** Opening SOURCE DATA block **
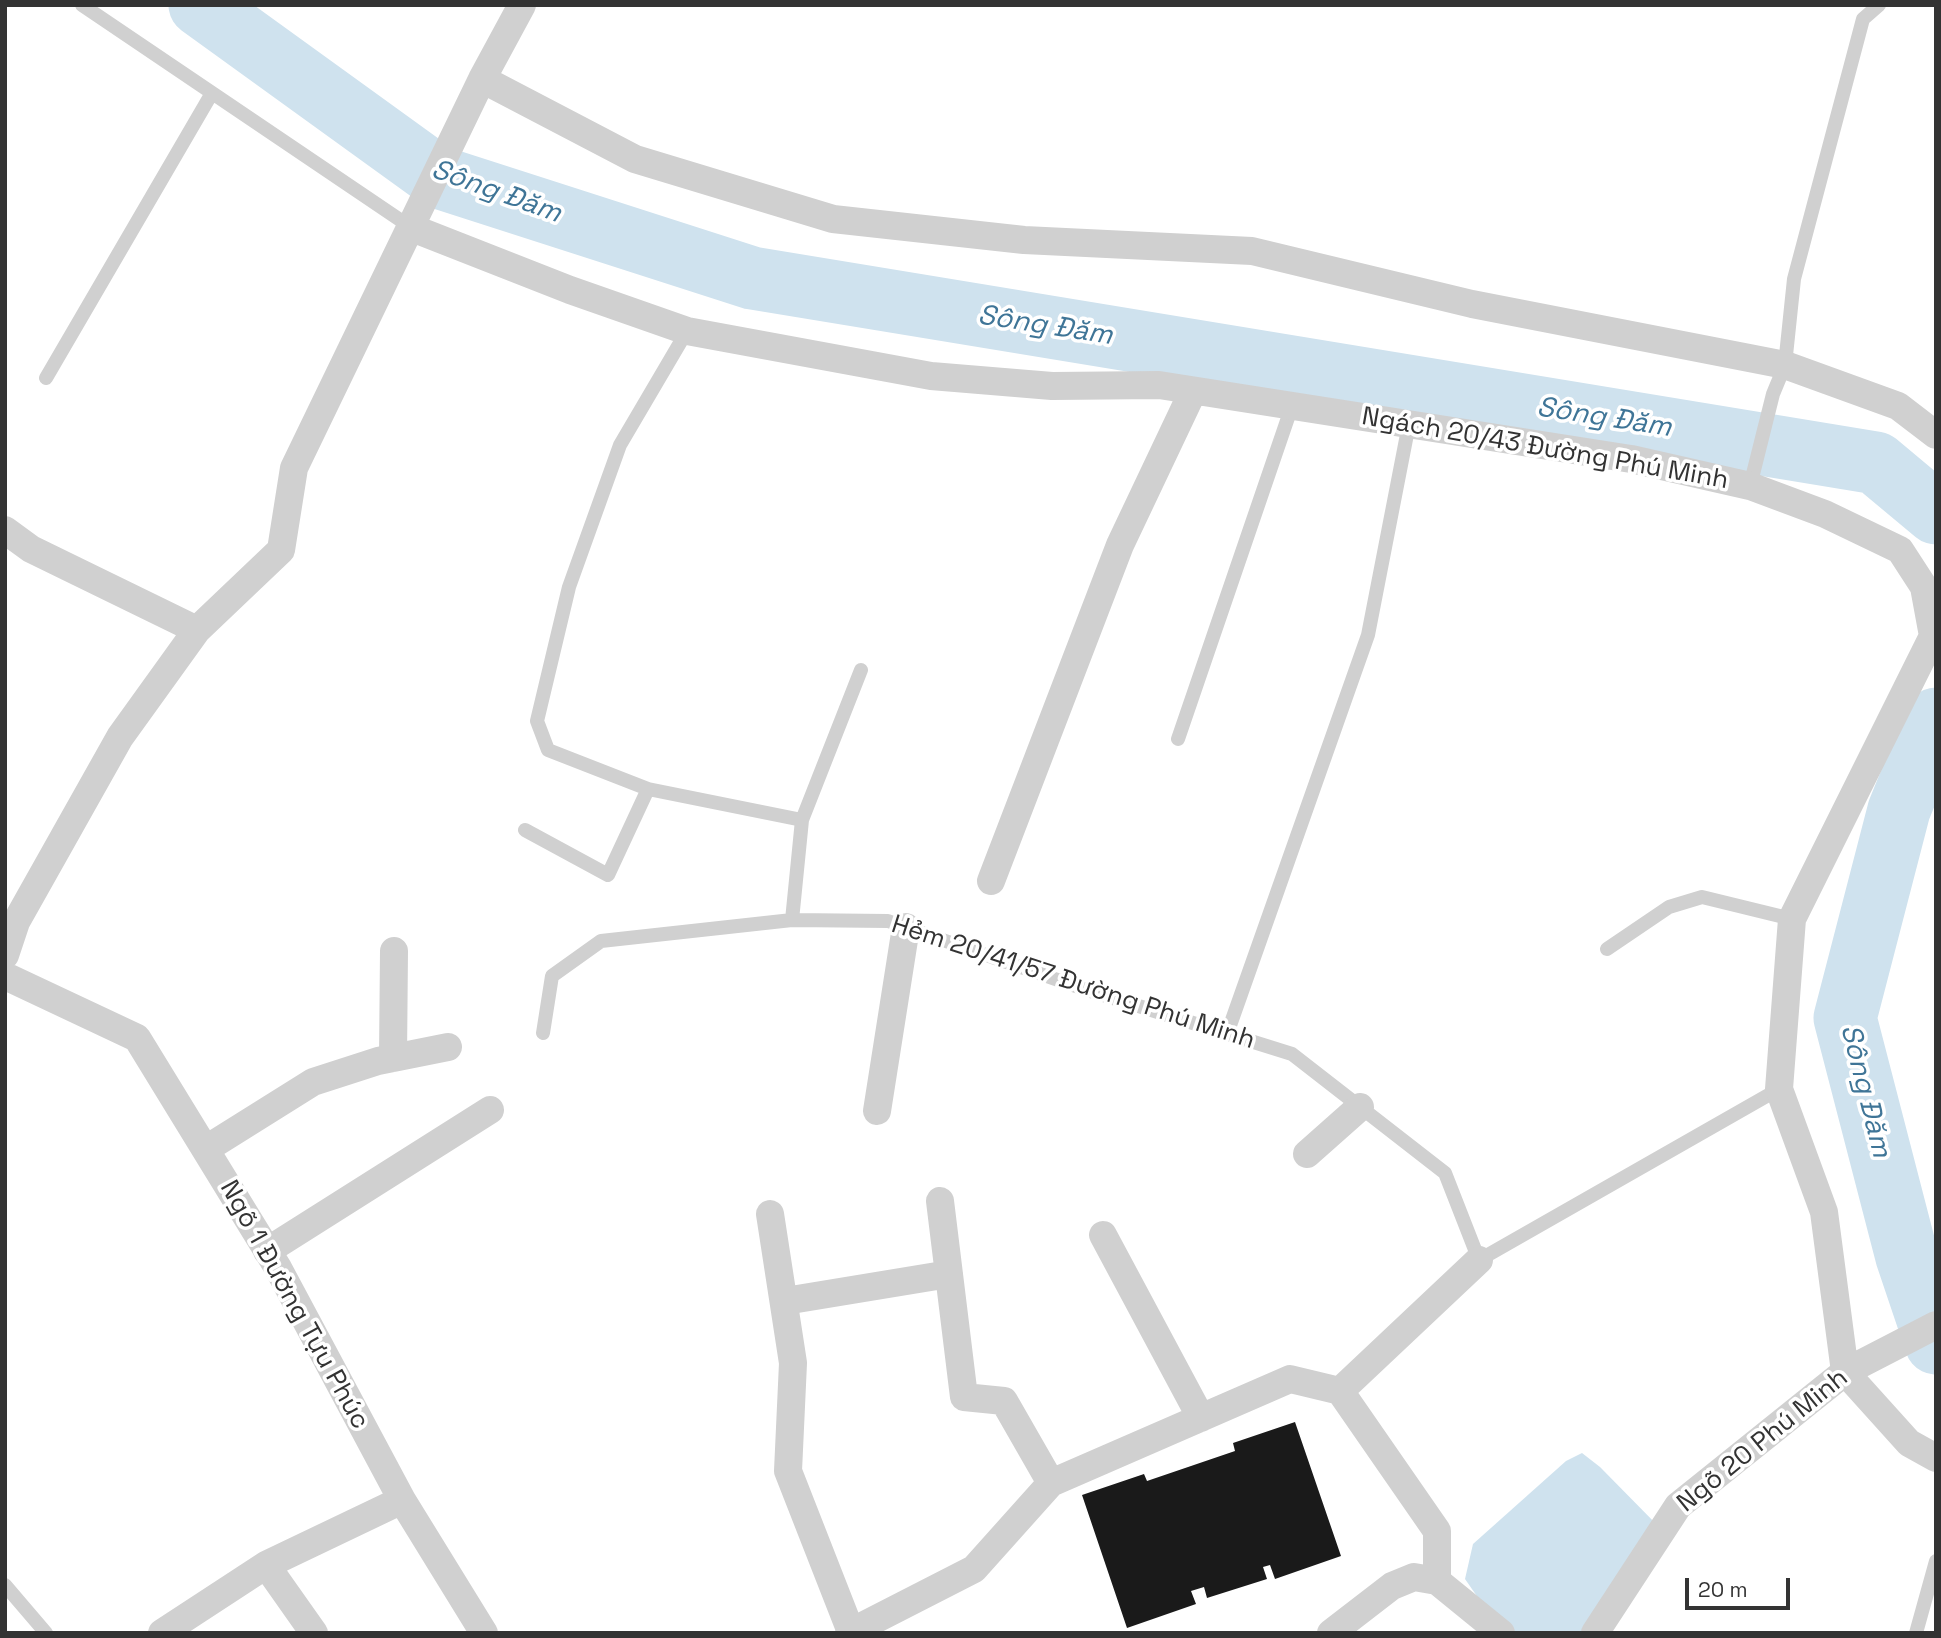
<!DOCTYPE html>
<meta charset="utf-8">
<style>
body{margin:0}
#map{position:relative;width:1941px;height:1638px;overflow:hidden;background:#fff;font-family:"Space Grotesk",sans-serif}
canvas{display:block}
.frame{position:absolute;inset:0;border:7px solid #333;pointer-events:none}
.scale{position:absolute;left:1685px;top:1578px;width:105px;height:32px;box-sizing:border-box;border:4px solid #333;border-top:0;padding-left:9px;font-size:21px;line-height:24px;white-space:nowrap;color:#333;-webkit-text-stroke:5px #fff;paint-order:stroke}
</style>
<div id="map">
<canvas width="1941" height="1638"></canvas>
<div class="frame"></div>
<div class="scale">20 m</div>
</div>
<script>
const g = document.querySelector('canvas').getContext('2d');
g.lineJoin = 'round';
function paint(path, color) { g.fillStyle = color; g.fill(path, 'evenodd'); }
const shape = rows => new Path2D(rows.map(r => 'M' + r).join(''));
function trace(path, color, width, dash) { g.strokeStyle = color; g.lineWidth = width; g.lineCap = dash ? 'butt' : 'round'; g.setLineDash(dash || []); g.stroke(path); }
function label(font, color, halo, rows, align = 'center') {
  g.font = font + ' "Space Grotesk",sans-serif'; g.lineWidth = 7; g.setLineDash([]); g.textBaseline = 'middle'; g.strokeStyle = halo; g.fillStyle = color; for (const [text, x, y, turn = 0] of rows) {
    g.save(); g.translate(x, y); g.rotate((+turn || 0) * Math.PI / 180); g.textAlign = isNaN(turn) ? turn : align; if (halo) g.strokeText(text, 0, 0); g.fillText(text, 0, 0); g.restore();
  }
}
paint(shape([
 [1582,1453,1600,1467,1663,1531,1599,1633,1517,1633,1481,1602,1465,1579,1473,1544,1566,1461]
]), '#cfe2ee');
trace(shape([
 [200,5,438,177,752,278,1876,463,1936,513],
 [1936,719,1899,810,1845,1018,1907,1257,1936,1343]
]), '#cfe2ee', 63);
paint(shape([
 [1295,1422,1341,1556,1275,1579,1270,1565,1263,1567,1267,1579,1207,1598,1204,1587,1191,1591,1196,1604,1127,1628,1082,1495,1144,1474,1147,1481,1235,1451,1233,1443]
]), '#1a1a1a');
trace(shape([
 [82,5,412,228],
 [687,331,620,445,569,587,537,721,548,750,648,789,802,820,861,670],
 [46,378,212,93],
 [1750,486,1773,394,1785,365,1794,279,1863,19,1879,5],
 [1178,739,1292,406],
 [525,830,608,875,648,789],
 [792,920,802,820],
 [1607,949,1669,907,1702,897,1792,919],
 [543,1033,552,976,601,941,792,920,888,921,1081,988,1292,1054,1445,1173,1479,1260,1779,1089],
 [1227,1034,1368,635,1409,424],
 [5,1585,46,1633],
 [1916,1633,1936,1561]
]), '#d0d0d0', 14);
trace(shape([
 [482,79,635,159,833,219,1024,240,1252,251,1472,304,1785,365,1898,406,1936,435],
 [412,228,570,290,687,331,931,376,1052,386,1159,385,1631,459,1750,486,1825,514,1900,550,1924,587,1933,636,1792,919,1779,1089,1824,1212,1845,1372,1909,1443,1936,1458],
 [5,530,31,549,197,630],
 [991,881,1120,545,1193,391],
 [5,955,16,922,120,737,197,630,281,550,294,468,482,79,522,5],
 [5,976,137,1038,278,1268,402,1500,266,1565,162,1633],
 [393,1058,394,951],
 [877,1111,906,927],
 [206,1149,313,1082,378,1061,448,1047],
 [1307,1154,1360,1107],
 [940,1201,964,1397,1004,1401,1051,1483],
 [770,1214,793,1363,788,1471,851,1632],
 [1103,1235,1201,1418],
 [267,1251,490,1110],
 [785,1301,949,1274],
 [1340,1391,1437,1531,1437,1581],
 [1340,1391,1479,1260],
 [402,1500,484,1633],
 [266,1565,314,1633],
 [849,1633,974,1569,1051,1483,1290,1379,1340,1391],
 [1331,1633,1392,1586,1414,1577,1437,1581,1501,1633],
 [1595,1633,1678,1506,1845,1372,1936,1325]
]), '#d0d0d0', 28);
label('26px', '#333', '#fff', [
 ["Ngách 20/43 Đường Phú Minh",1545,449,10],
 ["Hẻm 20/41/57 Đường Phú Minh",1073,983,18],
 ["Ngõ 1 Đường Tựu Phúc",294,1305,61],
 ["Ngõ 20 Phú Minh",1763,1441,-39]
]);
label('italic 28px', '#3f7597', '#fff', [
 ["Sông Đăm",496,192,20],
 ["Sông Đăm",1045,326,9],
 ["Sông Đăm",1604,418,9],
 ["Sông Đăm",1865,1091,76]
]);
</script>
** Closing SOURCE DATA block **
** Opening SOURCE DATA block **
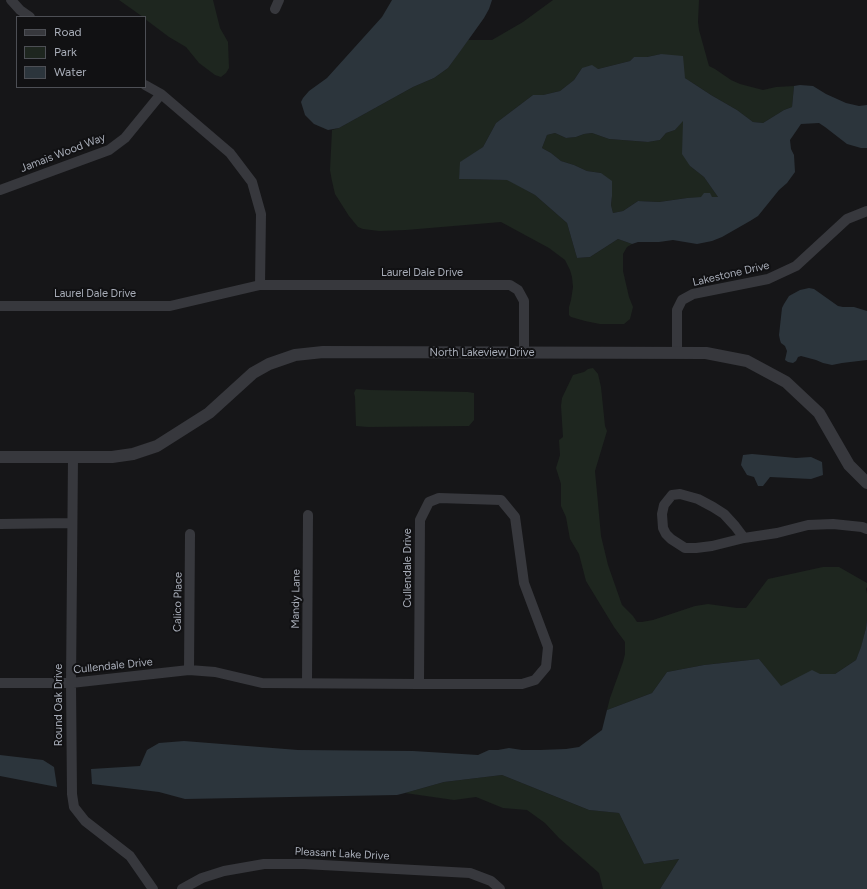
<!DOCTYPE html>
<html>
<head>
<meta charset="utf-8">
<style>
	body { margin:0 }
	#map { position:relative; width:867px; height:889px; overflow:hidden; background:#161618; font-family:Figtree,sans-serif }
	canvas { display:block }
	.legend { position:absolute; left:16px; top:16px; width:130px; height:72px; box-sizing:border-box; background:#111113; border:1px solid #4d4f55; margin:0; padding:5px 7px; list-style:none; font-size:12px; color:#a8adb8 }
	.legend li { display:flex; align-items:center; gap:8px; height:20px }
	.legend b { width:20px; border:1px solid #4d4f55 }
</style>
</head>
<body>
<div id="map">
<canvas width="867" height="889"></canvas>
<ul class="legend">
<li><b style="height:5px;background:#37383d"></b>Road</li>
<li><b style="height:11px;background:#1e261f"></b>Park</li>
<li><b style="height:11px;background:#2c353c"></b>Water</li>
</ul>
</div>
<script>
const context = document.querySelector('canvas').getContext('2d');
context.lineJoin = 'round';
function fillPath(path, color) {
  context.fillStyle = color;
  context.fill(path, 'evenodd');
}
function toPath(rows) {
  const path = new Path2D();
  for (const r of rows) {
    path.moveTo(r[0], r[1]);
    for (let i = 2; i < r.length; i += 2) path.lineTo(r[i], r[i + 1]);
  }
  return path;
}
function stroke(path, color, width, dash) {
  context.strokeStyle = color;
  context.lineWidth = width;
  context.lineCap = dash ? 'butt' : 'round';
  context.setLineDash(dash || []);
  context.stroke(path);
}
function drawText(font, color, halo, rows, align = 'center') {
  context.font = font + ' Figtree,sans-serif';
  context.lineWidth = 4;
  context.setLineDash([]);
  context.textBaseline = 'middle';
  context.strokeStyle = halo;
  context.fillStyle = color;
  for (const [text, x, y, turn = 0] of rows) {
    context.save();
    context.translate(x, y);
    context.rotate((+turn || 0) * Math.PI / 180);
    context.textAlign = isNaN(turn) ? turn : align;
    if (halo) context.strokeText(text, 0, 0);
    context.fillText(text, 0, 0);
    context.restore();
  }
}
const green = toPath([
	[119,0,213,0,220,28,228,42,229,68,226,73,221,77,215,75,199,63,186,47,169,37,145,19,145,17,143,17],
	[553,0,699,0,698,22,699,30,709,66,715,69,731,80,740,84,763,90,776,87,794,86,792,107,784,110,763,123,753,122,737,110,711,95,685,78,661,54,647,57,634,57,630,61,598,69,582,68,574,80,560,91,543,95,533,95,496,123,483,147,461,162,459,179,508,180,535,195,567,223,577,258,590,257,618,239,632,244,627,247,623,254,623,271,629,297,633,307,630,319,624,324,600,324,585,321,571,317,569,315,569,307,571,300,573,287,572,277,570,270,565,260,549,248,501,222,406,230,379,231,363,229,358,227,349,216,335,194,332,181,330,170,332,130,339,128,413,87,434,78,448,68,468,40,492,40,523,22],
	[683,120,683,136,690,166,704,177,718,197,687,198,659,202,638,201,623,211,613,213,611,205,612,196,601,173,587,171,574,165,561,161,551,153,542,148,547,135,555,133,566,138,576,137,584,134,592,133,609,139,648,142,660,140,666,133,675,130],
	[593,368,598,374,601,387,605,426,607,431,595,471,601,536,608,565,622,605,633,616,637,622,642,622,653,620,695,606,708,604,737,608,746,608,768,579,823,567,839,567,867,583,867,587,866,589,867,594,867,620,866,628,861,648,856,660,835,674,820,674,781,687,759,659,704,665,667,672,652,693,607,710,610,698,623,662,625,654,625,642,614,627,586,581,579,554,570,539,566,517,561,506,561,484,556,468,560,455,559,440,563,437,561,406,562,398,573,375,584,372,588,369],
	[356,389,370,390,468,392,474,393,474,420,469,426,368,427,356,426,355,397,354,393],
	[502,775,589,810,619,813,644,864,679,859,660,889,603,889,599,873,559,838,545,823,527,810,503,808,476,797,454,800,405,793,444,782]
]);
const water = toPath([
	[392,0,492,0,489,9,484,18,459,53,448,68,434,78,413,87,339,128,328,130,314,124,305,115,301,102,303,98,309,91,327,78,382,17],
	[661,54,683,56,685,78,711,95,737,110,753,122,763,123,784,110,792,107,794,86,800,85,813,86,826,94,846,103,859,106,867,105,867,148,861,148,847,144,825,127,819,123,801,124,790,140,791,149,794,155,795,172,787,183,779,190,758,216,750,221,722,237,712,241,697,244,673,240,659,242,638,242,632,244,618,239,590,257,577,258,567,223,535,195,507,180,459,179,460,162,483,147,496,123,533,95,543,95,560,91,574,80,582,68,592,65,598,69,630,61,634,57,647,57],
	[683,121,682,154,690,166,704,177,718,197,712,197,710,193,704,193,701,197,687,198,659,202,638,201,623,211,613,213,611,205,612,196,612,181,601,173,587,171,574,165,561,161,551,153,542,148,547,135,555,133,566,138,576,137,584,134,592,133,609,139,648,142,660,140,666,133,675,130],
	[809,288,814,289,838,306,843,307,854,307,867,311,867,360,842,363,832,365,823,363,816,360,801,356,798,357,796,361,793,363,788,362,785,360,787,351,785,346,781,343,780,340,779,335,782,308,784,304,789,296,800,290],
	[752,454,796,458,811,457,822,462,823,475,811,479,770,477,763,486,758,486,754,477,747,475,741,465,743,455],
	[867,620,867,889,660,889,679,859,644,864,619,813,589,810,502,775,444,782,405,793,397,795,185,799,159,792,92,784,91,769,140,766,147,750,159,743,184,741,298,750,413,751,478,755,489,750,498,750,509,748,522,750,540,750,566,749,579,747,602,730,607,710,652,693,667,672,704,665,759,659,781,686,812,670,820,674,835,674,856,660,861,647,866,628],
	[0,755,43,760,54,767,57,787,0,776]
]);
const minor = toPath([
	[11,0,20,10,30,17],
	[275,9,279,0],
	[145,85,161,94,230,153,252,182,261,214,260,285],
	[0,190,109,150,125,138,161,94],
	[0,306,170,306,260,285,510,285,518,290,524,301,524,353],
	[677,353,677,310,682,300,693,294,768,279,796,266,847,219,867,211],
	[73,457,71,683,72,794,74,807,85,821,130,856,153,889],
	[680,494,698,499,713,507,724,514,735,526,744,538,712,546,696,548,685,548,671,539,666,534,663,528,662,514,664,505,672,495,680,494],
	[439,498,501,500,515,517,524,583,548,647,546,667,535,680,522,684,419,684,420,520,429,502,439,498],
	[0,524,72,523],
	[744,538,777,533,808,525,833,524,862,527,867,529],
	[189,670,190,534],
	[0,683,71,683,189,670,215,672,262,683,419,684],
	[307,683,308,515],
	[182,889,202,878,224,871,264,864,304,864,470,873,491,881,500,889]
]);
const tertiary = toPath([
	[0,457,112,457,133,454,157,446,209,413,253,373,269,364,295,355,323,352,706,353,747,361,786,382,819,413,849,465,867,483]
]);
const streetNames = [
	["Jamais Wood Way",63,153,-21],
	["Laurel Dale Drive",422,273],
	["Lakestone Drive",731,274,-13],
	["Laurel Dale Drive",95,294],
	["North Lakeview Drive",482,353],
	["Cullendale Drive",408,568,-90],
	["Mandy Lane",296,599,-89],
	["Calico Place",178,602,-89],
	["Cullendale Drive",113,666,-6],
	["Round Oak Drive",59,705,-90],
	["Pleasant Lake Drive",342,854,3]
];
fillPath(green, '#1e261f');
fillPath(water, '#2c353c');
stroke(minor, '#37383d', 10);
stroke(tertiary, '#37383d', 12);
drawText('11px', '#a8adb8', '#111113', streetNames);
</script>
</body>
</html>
** Closing SOURCE DATA block **
### ACTIVITY
What lines of the material above hold the string "middle"? Please copy them.

### ANSWER TO THIS TASK
  g.font = font + ' "Space Grotesk",sans-serif'; g.lineWidth = 7; g.setLineDash([]); g.textBaseline = 'middle'; g.strokeStyle = halo; g.fillStyle = color; for (const [text, x, y, turn = 0] of rows) {
  context.textBaseline = 'middle';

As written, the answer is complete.